Il Merlo andava e tornava col medesimo portafogli arraffato da Elvira a Nervi sotto la finestra del morente Omobono; però smagrito come un infermo messo nell'ospedale a mezzo vitto senza vino. In questa la cameriera tutta sottosopra irrompe nella stanza annunziando:

— Signora... tre signori domandano di lei.

— Fateli entrare...

Erano belli ed entrati secondo la usanza vecchia degli sbirri classici, i quali comparivano in tavola senza prezzemolo.
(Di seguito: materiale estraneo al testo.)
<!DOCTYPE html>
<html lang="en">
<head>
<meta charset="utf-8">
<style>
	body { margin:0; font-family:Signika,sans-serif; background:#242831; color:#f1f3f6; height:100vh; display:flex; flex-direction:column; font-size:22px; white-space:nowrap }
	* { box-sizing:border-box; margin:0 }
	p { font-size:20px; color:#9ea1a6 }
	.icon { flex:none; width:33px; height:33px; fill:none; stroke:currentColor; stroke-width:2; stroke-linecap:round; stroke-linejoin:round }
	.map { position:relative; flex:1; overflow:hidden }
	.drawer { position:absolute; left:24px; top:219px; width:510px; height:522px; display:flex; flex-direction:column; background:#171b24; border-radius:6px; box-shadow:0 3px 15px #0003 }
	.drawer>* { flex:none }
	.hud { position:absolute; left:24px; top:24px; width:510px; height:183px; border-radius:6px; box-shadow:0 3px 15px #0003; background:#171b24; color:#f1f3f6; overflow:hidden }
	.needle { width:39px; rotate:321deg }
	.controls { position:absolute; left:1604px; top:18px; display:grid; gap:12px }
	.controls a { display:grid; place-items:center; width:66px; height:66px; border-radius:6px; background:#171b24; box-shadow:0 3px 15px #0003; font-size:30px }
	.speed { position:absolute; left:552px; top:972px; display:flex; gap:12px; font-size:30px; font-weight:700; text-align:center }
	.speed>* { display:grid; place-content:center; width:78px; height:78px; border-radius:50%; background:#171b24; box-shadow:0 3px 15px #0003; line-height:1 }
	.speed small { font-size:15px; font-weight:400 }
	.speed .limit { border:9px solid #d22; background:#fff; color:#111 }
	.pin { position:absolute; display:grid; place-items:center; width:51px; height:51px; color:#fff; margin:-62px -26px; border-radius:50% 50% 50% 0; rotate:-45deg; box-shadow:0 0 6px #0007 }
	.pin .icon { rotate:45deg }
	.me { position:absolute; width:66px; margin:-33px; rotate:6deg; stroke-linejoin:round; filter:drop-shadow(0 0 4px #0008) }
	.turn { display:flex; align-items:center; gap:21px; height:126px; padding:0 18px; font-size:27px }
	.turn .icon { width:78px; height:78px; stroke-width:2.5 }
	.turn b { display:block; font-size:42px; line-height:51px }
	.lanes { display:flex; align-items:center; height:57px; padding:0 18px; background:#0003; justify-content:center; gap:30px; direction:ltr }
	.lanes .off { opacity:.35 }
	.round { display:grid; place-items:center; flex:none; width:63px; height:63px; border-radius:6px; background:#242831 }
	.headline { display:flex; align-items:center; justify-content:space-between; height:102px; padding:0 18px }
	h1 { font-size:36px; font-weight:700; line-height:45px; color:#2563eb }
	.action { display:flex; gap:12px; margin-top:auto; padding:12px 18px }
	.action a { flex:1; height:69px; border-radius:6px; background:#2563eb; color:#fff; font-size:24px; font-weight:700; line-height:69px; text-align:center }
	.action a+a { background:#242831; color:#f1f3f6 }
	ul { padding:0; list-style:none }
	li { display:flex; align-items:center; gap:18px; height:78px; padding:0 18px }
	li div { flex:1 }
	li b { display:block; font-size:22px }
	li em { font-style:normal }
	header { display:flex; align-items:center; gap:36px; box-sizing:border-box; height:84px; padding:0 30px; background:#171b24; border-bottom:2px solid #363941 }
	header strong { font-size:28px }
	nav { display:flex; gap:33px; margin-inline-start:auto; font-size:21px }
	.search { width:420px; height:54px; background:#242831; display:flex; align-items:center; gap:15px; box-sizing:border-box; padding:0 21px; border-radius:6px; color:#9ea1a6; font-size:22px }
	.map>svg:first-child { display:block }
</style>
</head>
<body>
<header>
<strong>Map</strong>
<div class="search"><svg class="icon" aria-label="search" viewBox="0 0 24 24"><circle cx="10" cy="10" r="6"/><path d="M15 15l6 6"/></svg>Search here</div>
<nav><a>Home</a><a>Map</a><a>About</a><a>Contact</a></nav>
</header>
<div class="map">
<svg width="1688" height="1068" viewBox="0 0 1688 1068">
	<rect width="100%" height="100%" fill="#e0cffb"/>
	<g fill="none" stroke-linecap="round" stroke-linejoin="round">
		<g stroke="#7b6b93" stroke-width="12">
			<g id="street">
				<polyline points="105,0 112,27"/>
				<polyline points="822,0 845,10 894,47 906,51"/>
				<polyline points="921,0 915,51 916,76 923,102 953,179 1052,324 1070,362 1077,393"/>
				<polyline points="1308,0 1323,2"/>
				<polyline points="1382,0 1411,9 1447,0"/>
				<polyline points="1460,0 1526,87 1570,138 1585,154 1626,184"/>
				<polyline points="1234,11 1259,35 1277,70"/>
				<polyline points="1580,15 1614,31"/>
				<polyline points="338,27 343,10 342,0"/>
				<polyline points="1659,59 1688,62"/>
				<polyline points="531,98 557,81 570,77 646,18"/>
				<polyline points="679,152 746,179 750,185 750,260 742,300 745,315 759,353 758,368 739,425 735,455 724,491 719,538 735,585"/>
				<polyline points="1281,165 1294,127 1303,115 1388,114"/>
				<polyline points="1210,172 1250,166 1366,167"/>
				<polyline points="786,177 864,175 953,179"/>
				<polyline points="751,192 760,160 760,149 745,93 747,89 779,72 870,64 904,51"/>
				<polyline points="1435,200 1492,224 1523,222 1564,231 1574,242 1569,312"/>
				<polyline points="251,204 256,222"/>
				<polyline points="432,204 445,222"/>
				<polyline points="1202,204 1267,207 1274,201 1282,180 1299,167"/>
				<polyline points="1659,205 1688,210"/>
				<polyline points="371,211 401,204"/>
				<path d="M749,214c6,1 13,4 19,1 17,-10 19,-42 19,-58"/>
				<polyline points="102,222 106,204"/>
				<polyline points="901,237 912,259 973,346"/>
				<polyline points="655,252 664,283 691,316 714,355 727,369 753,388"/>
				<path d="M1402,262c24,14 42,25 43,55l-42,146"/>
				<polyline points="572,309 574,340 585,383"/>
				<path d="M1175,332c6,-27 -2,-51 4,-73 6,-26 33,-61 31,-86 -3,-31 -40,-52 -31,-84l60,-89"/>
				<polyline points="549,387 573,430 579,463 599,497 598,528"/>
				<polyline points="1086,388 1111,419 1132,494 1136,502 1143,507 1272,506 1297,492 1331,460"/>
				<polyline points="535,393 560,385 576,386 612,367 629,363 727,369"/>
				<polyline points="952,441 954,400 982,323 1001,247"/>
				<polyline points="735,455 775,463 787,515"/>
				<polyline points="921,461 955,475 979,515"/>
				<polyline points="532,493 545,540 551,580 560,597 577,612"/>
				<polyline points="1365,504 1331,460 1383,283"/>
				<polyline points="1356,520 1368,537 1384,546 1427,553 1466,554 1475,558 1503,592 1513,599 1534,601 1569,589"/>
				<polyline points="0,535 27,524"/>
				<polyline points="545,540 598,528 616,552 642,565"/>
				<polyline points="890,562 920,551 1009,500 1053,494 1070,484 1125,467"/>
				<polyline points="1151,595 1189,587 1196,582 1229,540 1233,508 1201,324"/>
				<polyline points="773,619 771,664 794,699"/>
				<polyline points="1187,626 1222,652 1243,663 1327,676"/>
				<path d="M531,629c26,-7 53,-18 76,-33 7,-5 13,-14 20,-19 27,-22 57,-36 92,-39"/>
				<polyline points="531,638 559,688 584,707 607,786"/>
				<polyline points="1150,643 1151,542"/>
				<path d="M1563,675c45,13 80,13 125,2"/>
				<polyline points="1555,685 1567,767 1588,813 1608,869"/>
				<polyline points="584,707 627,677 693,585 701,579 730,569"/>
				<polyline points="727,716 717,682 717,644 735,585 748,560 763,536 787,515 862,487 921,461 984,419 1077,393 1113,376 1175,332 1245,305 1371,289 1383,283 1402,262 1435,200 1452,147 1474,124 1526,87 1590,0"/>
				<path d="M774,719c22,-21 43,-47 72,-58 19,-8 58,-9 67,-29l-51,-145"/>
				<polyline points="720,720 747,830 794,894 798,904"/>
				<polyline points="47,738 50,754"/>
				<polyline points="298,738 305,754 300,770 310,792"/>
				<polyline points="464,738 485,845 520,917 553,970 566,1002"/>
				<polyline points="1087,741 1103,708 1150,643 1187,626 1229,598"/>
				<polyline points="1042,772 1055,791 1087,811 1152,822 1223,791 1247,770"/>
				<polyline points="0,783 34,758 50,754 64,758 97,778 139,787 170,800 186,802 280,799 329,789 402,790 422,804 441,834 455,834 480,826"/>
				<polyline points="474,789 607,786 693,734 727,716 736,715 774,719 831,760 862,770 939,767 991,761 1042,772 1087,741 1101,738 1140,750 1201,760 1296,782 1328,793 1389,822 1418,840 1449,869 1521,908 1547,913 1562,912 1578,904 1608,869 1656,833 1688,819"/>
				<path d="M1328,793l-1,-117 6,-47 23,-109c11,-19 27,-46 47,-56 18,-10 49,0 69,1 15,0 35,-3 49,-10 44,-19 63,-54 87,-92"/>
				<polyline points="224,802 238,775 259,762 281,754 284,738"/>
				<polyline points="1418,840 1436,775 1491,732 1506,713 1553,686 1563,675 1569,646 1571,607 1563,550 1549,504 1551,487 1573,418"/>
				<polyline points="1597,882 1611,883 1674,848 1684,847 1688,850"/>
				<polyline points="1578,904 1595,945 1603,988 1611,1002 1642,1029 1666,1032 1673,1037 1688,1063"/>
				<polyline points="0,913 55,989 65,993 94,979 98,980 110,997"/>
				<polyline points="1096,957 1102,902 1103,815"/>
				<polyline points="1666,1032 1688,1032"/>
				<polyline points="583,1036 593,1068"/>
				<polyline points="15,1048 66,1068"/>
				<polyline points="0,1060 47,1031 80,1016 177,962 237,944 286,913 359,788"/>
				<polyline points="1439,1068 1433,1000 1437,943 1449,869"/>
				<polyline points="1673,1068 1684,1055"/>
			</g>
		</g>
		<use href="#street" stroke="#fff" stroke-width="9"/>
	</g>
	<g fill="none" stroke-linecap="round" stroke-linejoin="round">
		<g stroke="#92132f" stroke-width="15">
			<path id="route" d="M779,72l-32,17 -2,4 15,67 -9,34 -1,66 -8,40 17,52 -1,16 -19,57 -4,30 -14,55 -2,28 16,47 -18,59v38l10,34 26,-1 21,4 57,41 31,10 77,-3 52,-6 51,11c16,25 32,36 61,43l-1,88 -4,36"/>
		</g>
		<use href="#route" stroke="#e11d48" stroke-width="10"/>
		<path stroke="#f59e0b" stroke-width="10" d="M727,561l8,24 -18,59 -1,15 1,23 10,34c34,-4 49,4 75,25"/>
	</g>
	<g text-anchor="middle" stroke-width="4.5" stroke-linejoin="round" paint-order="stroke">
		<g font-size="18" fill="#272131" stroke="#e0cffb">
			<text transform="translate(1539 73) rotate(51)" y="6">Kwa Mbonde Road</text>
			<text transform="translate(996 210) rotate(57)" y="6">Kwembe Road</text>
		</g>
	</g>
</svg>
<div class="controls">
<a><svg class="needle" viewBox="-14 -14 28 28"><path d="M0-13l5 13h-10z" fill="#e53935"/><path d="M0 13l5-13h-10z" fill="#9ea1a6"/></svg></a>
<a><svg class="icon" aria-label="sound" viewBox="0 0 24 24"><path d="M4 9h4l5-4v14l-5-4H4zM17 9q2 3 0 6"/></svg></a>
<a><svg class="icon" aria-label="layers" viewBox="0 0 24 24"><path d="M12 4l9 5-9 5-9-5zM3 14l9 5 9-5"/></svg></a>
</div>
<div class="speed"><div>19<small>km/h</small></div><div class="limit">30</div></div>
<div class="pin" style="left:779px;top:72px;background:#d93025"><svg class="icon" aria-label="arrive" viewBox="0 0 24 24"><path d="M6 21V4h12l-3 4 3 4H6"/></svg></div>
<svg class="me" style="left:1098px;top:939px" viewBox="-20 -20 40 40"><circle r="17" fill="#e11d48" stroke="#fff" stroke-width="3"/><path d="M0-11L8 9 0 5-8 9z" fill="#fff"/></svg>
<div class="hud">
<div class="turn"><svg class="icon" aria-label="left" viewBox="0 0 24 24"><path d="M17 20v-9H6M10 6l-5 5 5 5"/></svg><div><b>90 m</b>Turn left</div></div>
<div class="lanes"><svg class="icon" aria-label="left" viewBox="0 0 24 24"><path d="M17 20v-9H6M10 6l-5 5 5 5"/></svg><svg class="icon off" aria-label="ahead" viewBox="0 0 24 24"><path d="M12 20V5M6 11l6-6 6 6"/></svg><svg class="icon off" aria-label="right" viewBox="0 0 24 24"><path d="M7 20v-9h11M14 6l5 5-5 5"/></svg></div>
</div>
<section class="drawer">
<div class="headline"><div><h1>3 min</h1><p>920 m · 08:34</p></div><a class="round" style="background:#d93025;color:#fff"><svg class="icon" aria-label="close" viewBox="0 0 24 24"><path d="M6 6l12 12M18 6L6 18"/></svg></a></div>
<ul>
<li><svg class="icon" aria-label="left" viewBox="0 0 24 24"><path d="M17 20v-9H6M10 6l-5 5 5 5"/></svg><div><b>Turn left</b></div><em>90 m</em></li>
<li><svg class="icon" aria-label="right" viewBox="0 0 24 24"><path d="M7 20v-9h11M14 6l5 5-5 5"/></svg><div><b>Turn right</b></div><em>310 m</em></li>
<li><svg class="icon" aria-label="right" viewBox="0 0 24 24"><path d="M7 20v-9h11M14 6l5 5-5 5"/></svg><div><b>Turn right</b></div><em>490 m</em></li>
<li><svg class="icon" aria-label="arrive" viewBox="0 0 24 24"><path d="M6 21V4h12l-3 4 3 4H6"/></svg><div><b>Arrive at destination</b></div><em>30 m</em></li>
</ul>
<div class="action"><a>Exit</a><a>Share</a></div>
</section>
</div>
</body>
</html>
Il Merlo fu agguantato come il gatto col lardo nelle granfie. Allora accadde, come suole, di chiacchiere un diluvio, e, come suole, le ragioni dette agli sbirri furono un monte, e questi, secondo il consueto, non rifinivano di assicurare essere affaruccio da nulla, cose da accomodarsi in un fiat; e al Merlo arrangolava a ripetere:

— Ed io come ci entro? Se mi hanno trovato il portafogli in mano, egli è perchè la mia signora mi ha ordinato portarglielo dalla camera in salotto. O che non doveva obbedire io? Me ne rimetto a lor signori, specchi della vera disciplina... prima di mancare alla obbedienza lor signori, mi hanno detto, ammazzerebbero il padre.